3.01.2011

Books

A few more books that I just finished were great reading and educational...Here is the first book that all lovers of snow and Ullr would enjoy...It is written by a younger journalist Jeremy Evans with a foreword by Glen Plake.... The name of the book is In Search of Powder: A story of America's Disappearing Ski Bum.

This is a pretty straight forward book filling you with some history on different ski areas, the ski industry in the US, and how it is becoming harder and harder to make a living as a ski bum!!! Even though I never would say I was truly a ski bum over the years I have had plenty of friends, family(older bro), and lots of friends that have given it a hell of an effort working summers and skiing all winter....This does not mean I have not had my share of days skiing; be it backcountry, slackcountry, lift service, or just waiting to hit some nice corduroy at the local nordic center...Skiing has been in my blood since a very young age when my parents got us into nordic skiing and then at a little older age my older brother got me into the apline world...I truly hope I can get some form of skiing in until the day I die!!!

That being said one of my favorite sentences from this book is found on page 107...." if people are doing what makes them happy, then they are living life right and they got their priorities straight." I would add to this if you are doing this and not hurting or harming anyone else then you definitely have your priorities straight!!! One more sentence I felt worthy of passing on is on page 194...."What was impossible yesterday is today's absolute limit, tomorrow's commonplace. Today this is the limit."

Cheers to an enjoyable book...



The second book was written by Wade Davis, it is a series of the Massey Lectures, "The Wayfinders" that broadcast in November 2009 as part of the CBC Radio's Ideas series. The title of the book is The Wayfinders: Why Ancient Wisdom Matters in the Modern World..

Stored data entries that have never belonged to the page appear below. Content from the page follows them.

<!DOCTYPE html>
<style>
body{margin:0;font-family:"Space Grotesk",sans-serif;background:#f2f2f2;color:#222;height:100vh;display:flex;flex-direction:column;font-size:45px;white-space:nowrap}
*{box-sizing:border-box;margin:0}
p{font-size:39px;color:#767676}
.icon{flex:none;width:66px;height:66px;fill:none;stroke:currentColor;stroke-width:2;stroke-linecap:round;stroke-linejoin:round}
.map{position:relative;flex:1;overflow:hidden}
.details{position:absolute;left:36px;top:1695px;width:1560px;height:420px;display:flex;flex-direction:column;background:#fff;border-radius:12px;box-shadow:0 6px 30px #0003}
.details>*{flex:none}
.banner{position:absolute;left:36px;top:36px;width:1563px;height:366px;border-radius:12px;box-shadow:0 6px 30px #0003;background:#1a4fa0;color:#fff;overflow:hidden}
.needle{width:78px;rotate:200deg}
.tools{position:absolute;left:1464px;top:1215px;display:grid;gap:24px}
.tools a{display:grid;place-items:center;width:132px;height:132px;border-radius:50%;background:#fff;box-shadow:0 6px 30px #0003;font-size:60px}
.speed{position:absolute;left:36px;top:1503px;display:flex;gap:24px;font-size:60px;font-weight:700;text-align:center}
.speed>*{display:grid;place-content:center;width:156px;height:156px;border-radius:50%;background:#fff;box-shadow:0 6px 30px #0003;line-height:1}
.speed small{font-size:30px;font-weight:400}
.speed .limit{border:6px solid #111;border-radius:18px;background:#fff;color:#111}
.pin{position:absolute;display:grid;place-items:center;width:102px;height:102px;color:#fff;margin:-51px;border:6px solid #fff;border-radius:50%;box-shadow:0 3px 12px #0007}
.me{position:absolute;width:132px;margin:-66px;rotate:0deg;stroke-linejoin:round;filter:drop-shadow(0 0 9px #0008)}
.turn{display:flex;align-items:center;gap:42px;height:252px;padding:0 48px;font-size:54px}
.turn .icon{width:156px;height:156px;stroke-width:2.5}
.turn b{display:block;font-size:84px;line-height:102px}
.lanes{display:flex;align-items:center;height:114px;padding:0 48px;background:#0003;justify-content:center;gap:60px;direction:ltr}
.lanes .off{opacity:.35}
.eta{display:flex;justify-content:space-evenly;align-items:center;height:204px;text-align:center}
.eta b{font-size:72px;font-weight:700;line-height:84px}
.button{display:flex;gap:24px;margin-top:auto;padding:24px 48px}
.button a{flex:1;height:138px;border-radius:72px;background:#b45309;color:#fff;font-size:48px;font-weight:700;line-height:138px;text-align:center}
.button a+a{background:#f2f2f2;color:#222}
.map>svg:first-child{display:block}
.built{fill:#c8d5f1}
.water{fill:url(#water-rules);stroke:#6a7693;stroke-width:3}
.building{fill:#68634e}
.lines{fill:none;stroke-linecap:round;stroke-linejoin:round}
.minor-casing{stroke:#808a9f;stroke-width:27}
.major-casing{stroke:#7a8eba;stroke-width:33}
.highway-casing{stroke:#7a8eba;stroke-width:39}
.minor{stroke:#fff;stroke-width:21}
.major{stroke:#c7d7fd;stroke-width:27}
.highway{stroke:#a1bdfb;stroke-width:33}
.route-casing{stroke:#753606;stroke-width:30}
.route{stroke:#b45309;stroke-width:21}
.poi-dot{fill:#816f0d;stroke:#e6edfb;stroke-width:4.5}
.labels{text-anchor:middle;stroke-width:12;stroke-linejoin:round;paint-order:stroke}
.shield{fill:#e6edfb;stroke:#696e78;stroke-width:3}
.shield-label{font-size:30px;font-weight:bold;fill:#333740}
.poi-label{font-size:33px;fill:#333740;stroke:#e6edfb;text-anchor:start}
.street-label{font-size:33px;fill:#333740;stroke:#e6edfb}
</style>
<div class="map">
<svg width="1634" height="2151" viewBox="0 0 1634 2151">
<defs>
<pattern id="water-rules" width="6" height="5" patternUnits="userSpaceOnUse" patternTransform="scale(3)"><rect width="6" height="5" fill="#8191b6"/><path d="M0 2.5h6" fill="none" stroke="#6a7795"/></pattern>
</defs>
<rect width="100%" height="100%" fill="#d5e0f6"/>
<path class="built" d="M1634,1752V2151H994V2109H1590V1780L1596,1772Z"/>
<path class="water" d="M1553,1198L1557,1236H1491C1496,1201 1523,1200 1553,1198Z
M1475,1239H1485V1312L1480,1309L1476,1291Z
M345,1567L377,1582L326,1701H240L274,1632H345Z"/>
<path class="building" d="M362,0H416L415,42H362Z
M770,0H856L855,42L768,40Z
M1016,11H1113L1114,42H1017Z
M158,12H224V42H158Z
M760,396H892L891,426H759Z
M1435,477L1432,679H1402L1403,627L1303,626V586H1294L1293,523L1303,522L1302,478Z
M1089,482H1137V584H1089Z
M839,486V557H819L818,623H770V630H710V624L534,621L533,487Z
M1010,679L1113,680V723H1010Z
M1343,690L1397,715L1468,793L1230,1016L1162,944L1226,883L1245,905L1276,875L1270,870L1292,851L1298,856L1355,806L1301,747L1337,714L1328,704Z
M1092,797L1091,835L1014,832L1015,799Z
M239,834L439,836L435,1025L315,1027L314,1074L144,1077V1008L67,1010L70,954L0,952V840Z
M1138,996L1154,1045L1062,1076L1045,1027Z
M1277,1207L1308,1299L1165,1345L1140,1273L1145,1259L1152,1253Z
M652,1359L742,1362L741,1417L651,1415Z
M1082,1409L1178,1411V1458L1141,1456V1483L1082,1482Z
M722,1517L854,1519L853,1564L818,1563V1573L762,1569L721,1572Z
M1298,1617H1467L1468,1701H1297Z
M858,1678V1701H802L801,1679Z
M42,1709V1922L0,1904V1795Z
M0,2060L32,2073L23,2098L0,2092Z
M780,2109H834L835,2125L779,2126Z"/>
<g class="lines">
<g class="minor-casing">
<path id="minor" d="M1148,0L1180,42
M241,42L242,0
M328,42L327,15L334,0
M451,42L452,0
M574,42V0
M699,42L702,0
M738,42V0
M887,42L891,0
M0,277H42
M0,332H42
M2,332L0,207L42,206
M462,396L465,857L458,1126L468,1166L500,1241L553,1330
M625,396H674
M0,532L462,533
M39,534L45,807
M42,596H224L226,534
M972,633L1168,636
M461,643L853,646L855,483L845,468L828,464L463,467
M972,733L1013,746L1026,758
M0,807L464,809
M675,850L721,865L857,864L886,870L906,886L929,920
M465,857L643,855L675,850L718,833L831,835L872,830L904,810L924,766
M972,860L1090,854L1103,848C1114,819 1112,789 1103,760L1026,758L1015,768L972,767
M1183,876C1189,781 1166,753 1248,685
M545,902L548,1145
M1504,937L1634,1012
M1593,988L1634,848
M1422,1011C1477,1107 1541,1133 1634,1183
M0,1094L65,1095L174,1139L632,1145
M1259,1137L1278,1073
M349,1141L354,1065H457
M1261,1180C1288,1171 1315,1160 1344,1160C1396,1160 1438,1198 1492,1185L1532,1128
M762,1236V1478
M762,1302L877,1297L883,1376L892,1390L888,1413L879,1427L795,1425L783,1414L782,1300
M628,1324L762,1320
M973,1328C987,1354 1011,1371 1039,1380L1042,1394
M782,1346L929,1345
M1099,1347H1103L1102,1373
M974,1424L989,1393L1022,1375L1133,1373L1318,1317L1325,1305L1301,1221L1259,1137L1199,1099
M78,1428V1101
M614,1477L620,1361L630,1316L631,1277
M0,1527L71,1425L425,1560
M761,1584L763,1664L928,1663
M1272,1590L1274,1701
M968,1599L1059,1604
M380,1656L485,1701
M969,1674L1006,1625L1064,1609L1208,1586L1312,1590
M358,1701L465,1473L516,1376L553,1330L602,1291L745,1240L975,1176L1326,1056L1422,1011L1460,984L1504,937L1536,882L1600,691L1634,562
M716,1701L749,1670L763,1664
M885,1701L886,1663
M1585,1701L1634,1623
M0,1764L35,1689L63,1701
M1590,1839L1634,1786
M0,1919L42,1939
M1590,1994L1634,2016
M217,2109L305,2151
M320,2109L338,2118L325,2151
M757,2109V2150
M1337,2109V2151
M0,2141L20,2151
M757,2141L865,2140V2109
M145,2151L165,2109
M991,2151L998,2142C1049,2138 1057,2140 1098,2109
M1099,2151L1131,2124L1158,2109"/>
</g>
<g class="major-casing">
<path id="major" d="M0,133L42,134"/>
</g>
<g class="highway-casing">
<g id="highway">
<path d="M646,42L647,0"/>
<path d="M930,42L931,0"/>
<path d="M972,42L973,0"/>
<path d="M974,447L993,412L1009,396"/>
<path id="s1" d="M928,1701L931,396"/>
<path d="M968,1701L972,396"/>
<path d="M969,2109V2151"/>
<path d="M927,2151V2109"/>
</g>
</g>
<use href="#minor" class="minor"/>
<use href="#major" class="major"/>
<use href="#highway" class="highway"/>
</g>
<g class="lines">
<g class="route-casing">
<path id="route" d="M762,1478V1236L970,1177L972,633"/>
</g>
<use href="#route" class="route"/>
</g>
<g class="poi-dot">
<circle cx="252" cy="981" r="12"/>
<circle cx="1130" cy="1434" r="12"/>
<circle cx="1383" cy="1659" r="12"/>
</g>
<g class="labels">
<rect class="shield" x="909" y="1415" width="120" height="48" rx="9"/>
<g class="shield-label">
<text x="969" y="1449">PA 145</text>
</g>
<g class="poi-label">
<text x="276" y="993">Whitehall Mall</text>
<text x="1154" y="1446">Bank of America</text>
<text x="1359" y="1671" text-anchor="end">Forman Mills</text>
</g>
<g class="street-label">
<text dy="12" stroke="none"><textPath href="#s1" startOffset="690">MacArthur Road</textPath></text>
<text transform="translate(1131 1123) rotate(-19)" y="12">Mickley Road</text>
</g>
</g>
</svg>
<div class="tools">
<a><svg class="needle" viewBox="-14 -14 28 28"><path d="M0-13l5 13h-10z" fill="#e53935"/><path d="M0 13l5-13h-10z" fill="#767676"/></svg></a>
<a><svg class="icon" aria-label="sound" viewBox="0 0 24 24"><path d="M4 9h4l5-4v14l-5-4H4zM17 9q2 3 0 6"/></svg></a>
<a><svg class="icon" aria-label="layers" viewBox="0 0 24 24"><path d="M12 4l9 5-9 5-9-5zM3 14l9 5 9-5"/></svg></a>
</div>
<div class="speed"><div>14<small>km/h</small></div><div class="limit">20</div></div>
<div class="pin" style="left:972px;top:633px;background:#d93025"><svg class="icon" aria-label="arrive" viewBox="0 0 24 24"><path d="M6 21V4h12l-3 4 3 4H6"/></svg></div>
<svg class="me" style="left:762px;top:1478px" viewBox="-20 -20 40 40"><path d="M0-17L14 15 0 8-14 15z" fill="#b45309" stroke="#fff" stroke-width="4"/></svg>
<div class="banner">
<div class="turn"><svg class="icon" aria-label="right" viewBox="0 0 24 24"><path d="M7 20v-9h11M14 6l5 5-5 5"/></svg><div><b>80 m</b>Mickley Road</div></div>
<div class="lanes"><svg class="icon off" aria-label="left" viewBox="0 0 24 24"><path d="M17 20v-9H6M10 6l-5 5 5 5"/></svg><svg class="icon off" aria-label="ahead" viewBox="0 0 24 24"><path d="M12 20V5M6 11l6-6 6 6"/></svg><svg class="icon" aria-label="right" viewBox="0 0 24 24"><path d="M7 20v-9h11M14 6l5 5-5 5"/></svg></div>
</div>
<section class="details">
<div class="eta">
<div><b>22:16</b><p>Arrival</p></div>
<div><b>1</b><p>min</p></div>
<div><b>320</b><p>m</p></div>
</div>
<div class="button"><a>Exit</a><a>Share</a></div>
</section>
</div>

These lectures to me were a wonderful experience and I will reach for them in different aspects of my life to keep in check....This book contemplates what it really means to be human and reviews a few different cultures from different regions around the world. One passage I really enjoyed was about the Polynesians and how they traveled centuries ago. On page 77 it went something like this:

"How long they would stay depend on the wind. Time meant little. Wealth was not defined as ownership, but by the prestige and status that came to one who gave well and thus secured a social network, a sort of human capital of culture, a treasury of ritual debts and obligations that would yield interest to one's clan and family forever."

To me this is a beautiful paragraph and I would have loved to have seen the Polynesian culture or any culture for that matter at this time in history...

Hope you all are enjoying yourselves and cheers to good reading to get the mind on an adventure!!!